There are two main tenets in India’s interest in Guyanese crude. The first, economic, stems from India’s willingness to diversify its crude imports away from the Middle East. Despite its current COVID-triggered difficulties, India’s appetite for crude will continue to increase in the upcoming years. India has been voicing its discontent with OPEC pricing and production policies and securing a new stream would come in very handy for Indian refiners. The second link between Guyana and India might be less evident however still deserves to be noted – the Indo-Guyanese represent the largest ethnic group in Guyana, making up almost half of the population. As opposed to the previous President David Granger (who was Afro-Guyanese and sought no overtures vis-à-vis India), Guyana’s new head of state Irfaan Ali is Indo-Guyanese and this cultural affinity seems to be drawing the two nations together.

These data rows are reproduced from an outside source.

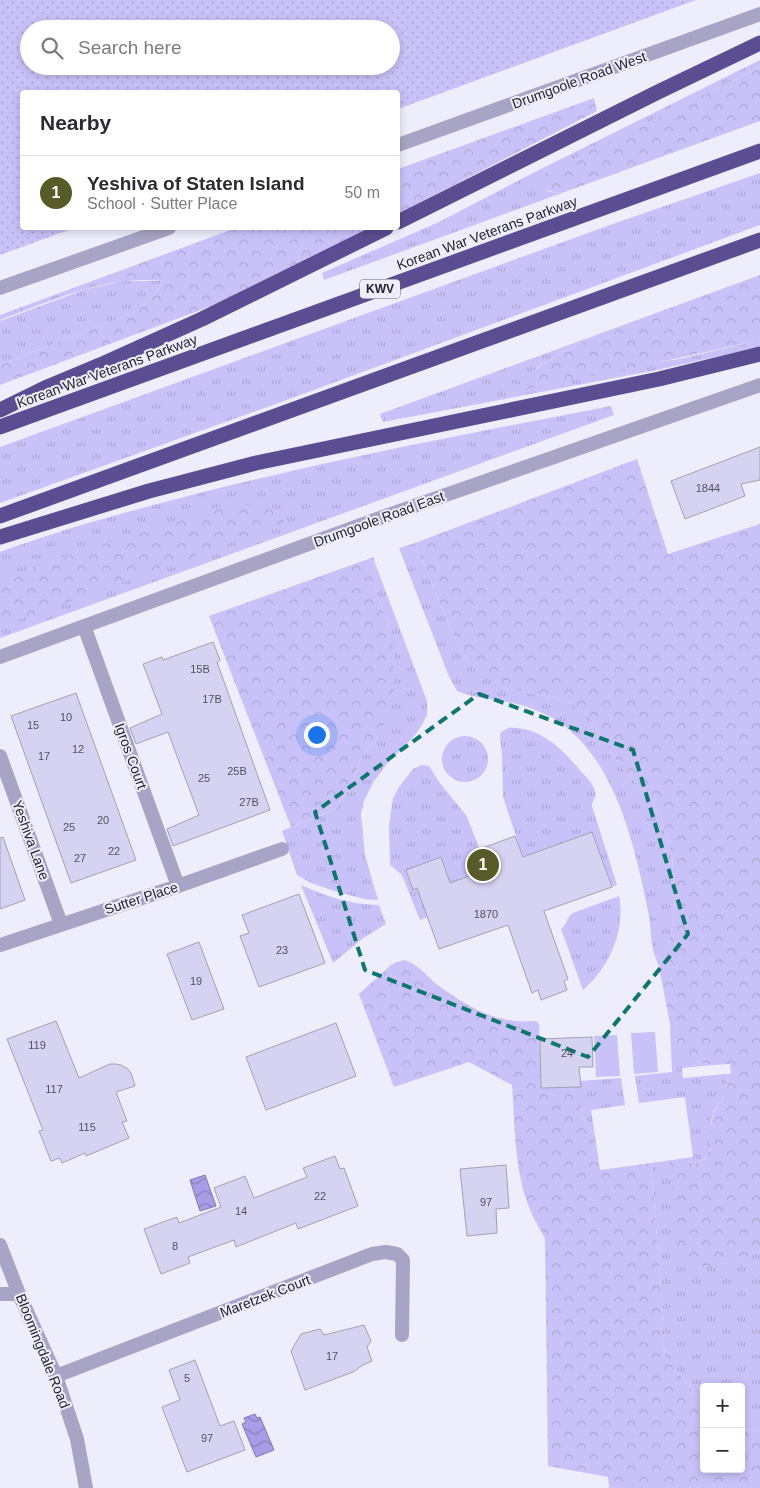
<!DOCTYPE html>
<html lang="en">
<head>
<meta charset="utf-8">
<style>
	:root { --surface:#fff; --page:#f7f7f7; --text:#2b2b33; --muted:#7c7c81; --line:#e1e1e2; --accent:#585a27 }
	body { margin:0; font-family:Arial,sans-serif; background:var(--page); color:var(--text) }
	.controls { position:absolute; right:15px; bottom:15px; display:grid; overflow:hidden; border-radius:5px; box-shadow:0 2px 8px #0003 }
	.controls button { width:45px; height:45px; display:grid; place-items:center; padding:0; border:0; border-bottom:1px solid var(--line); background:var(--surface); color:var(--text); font:25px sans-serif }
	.you { position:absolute; left:316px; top:734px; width:18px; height:18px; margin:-12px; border:4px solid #fff; border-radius:50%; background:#1a73e8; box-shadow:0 0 0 8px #1a73e833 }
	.badge { display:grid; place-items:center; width:32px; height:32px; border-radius:50%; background:var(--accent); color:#fff; font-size:16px; font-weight:700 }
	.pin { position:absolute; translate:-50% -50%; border:2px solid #fff; box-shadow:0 1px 5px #0006 }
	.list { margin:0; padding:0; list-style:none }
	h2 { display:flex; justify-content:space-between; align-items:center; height:65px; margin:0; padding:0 20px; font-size:21px }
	h2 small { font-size:16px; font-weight:400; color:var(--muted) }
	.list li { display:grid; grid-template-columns:32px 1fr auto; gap:15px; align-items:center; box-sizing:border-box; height:75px; padding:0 20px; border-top:1px solid var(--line) }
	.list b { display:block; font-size:19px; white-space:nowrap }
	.list p { margin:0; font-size:16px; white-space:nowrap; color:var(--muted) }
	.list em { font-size:16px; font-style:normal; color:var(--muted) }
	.icon { flex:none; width:28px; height:28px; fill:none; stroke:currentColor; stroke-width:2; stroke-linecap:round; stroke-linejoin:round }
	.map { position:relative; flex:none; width:760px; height:1488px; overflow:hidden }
	.search { position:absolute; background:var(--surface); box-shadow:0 2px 8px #0003; left:20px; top:20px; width:380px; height:55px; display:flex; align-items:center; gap:12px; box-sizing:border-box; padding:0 18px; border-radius:28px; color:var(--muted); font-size:19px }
	.panel { position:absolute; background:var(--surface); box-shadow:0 2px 8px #0003; left:20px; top:90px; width:380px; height:140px; border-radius:5px }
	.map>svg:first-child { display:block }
</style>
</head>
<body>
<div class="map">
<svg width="760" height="1488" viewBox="0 0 760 1488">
	<defs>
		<pattern id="grass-tufts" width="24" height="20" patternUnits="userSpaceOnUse" patternTransform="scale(1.25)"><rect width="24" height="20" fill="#c9c2f9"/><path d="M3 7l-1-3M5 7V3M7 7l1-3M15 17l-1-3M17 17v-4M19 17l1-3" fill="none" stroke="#aca7d6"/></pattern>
		<pattern id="forest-crowns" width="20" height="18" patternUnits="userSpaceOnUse" patternTransform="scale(1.25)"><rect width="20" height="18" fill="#c9c2f9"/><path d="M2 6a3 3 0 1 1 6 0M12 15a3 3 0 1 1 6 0" fill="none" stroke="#aca7d6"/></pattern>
		<pattern id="park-dots" width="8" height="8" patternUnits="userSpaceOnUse" patternTransform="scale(1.25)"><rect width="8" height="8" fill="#c9c2f9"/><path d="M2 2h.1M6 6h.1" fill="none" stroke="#aca7d6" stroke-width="1.8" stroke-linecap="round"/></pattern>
		<pattern id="water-waves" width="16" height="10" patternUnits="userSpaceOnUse" patternTransform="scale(1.25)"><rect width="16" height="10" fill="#a89ce7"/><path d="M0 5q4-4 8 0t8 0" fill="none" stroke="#897fbb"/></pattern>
	</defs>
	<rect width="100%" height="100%" fill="#eeedfb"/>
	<path fill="url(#grass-tufts)" d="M760,60v7l-226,112 15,13 13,1 -238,87 -2,-7 117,-51 94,-49z
		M760,173v52l-465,172 -295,106v-56l607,-221z
		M123,281h39c-6,14 -15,22 -27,31l-135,53v-44l86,-32z
		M596,335l-37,19 -24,15 95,-2 54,-9 76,-18v7l-103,23 -274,52 -3,-8z
		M611,406l3,9 -614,223v-86c68,-25 137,-43 207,-61 133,-33 269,-59 404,-85z
		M415,543l40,96 14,25 36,24 61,12 23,16 27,44 27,30 17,25 12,40 3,44 -4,36 -12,32c-2,-6 -5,-12 -6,-18 -3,-13 -2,-26 -5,-38 -13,-64 -32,-150 -89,-189 -7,-5 -16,-9 -24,-12 -24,-11 -53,-9 -78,-19l-9,-17 -49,-126z
		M375,563l52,138v14l-4,8 -8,12 -29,30 -12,16 -10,20 -3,13 4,41 13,45 -14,-1 -30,-8 -23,-8 -14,-8 -15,-44 55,-23 16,-28 9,-24 17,-21 10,-109 -13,-35 -3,-15z
		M508,728c31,-2 53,20 71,41 6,7 14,14 16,22 2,6 -3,9 -3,15l25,79 -5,2 -20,-55 -69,25 -20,-60 -1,-42 -2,-19 1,-4z
		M442 759a23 23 0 1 1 46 0a23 23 0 1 1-46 0Z
		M422,765l7,1 10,16 27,33 22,54 -60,48 -8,3 -18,-45 -12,-10 -1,-40 4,-27 6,-11 14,-18z
		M301,885c24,11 51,20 78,20l7,19 -24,15 -29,24z
		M619,896c7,34 -10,72 -36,94l-22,-61c7,-5 5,-12 12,-16z
		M670,1024l8,21 19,17 17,3 -32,3 1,10 43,-4c2,11 0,21 -6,29 -2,3 -6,7 -7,10 -6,14 4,33 -7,44 -9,10 -26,4 -37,4l30,107 23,-4 38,-12v177l-10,1 -9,-1v-42h-37v22l-16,-25 -22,-26 -5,-22 2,-23 -12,-150 42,-6 -8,-60 -46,6 -4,-27 37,-4z
		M621,1078l4,27 -34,5 4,26 -8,-10 -6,-12 -1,-33z"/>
	<path fill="url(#forest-crowns)" d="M760,67v54l-198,72c-13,-1 -21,-3 -29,-14z
		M594,98l3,13 -199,103v-45z
		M236,228h135l-133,68 -238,89v-20l135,-53c12,-9 21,-17 27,-31 -57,-6 -110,20 -162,39v-5z
		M760,275v65c-78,18 -156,33 -234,50l-7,-10 40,-26 37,-19z
		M637,459l31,95 92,-30v728c-20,6 -62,25 -79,10l-12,-102 26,3 10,-4 6,-10 -1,-17 3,-19 10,-14 4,-14 -1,-11h5l-1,-10 -16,1 -17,-3 -11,-8 -8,-9 -8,-21 -11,-57 12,-32 4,-36 -3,-44 -12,-40 -17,-25 -27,-30 -27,-44 -23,-16 -61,-12 -18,-9 -18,-15 -14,-25 -40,-96z
		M230,503l37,5 17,6 3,6 -13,7 -274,100v-48l72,-25 102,-31z
		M374,557l1,6 -2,13 3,15 13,35 5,27 -1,37 -4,26 -10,19 -17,21 -9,24 -16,28 -46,19 -82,-211z
		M404,960c12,3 21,14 31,23 23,17 51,36 81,38 6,1 13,0 20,0l3,3 2,64 40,-1v27l6,12 8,10 5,34 51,-7 12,150 -2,23 5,22 22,26 16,25v60h37v-40l9,1 10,-1v59h-151l-1,-11 -60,-11 -3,-228c-6,-10 -12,-20 -16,-31 -15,-38 -14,-82 -17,-122l-43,-23 -75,25 -35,-93 33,-30z"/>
	<path fill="url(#park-dots)" fill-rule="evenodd" d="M0,0h696l-298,109v-17h-376v136h52l-74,27zM29,29h362v37h-362z"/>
	<path fill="#c9c2f9" d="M655,1032l3,40 -24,2 -3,-41z
		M617,1035l3,41 -24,1 -2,-41z"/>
	<path fill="url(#water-waves)" stroke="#8178ae" d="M205,1175l11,31 -16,5 -10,-31z
		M255,1414l2,4 3,-1 14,33 -18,7 -14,-33 4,-2 -2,-4z"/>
	<path fill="#d6d3f2" stroke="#a2a1af" d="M760,447v33l-19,4 4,12 -60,23 -14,-38z
		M213,642l7,18 -3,2 53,148 -97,36 -6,-17 32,-14 -31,-83 -32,12 -6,-16 32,-14 -19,-50 19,-7 1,3z
		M76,693l60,167 -65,23 -60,-167z
		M592,832l20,55 -68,24 24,68 -4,2 3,9 -26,10 -3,-10 -6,3 -24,-68 -69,24 -22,-61 -4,2 -7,-20 35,-13 9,26 38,-14 -8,-20 35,-13 8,21z
		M3,837l22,63 -25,9v-71z
		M299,894l26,69 -66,24 -19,-51 9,-3 -7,-18z
		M199,942l25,67 -32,11 -25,-66z
		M56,1021l23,57 31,-14h6l5,1 7,4 3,4 4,13 -19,6 11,29 -5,1 7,16 -43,18 -1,-3 -23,10 -2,-5 -9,3 -12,-30 4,-1 -36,-91z
		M336,1023l20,53 -90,34 -20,-53z
		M592,1037l1,30h-14l2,20 -40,1 -1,-49z
		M335,1156l5,13 4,-1 14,38 -60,23 -2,-6 -60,24 -2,-7 -46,17 2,6 -29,11 -17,-45 33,-12 2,6 42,-16 -7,-19 31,-12 9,22 53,-21 -4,-9z
		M506,1165l3,43 -13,1 1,24 -30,3 -7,-67z
		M364,1325l7,16 -4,6 5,14 -9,4 -10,7 -48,18 -14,-39 10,-17 19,-5 4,6z
		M195,1360l25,66 14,-5 11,29 -58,22 -25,-65 18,-7 -11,-30z"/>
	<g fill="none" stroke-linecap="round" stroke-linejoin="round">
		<path stroke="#a8a4c5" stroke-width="14" d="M84,626l94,260
			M0,756l61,168
			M0,945l178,-59 104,-37
			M0,1294h19
			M56,1376l316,-122 14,-2 11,2 6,6 -1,75"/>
		<path stroke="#a8a4c5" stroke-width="14" d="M398,145l362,-131
			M0,288l169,-60
			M0,657l377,-138 383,-134
			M0,1245l19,49 37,82 21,63 9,49"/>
		<path stroke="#5a4d91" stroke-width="15" d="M398,222l260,-130 102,-49
			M0,410l45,-22 55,-23 102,-46 184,-91
			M0,427l760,-276
			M0,516l760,-276
			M0,537l149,-46 107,-28 403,-84 101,-25"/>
	</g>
	<path fill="none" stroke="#0f766e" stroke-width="4" stroke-dasharray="10 6" stroke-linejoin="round" d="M479,694l154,56 55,184 -100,123 -223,-87 -50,-158z"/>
	<g text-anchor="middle" stroke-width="4" stroke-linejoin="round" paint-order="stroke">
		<g font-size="11" fill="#51505c">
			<text x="708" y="492">1844</text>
			<text x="200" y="673">15B</text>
			<text x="212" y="703">17B</text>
			<text x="66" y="721">10</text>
			<text x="33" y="729">15</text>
			<text x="78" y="753">12</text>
			<text x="44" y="760">17</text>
			<text x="237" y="775">25B</text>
			<text x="204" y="782">25</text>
			<text x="249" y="806">27B</text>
			<text x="103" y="824">20</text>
			<text x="69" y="831">25</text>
			<text x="114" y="855">22</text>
			<text x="80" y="862">27</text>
			<text x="486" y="918">1870</text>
			<text x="282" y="954">23</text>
			<text x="196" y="985">19</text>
			<text x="37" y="1049">119</text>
			<text x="567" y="1057">24</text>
			<text x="54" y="1093">117</text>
			<text x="87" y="1131">115</text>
			<text x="320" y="1200">22</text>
			<text x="486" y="1206">97</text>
			<text x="241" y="1215">14</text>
			<text x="175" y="1250">8</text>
			<text x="332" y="1360">17</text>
			<text x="187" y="1382">5</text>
			<text x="207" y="1442">97</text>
		</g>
		<rect fill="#eeedfb" stroke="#616069" stroke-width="1" x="360" y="279.5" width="40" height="19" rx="4"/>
		<g font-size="12" font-weight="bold" fill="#25242a">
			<text x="380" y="293">KWV</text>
		</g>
		<g font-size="14" fill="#25242a" stroke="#eeedfb">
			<text transform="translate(579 80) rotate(-20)" y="5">Drumgoole Road West</text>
			<text transform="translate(487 233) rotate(-20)" y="5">Korean War Veterans Parkway</text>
			<text transform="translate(107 371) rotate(-20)" y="5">Korean War Veterans Parkway</text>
			<text transform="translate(379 519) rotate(-20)" y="5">Drumgoole Road East</text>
			<text transform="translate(131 756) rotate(70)" y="5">Igros Court</text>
			<text transform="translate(31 840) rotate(70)" y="5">Yeshiva Lane</text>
			<text transform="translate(141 898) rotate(-18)" y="5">Sutter Place</text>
			<text transform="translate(265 1296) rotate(-21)" y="5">Maretzek Court</text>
			<text transform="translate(43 1351) rotate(68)" y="5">Bloomingdale Road</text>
		</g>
	</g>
</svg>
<div class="controls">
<button>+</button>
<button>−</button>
</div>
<div class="you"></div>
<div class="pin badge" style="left:483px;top:865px">1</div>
<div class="search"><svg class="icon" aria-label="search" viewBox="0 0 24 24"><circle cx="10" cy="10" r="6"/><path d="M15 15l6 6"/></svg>Search here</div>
<section class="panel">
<h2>Nearby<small></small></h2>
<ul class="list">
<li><span class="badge">1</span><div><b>Yeshiva of Staten Island</b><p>School · Sutter Place</p></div><em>50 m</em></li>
</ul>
</section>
</div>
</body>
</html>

Even if New Delhi and Georgetown manage to iron out all differences in the upcoming weeks and the Guyanese government is not hindered by political obstructionism, increasing the government’s take to more than 1 cargoes every two month would require substantially increasing overall output levels, at least to stabilize it. Liza production has been hindered by recurring problems with the Liza Destiny FPSO, as recently as this April ExxonMobil was forced to cut down on production rates because of a discharge silencer, an element of the recently reinstalled gas compressor. Unfazed by the upstream helter-skelter, the Guyanese-Indian negotiations are poised to continue, primarily in an effort to find a mutually acceptable pricing formula. How to gauge the progress on the Indo-Guyanese talks? The next Liza cargo that should go to Guyana’s government is due this June – check out where it goes.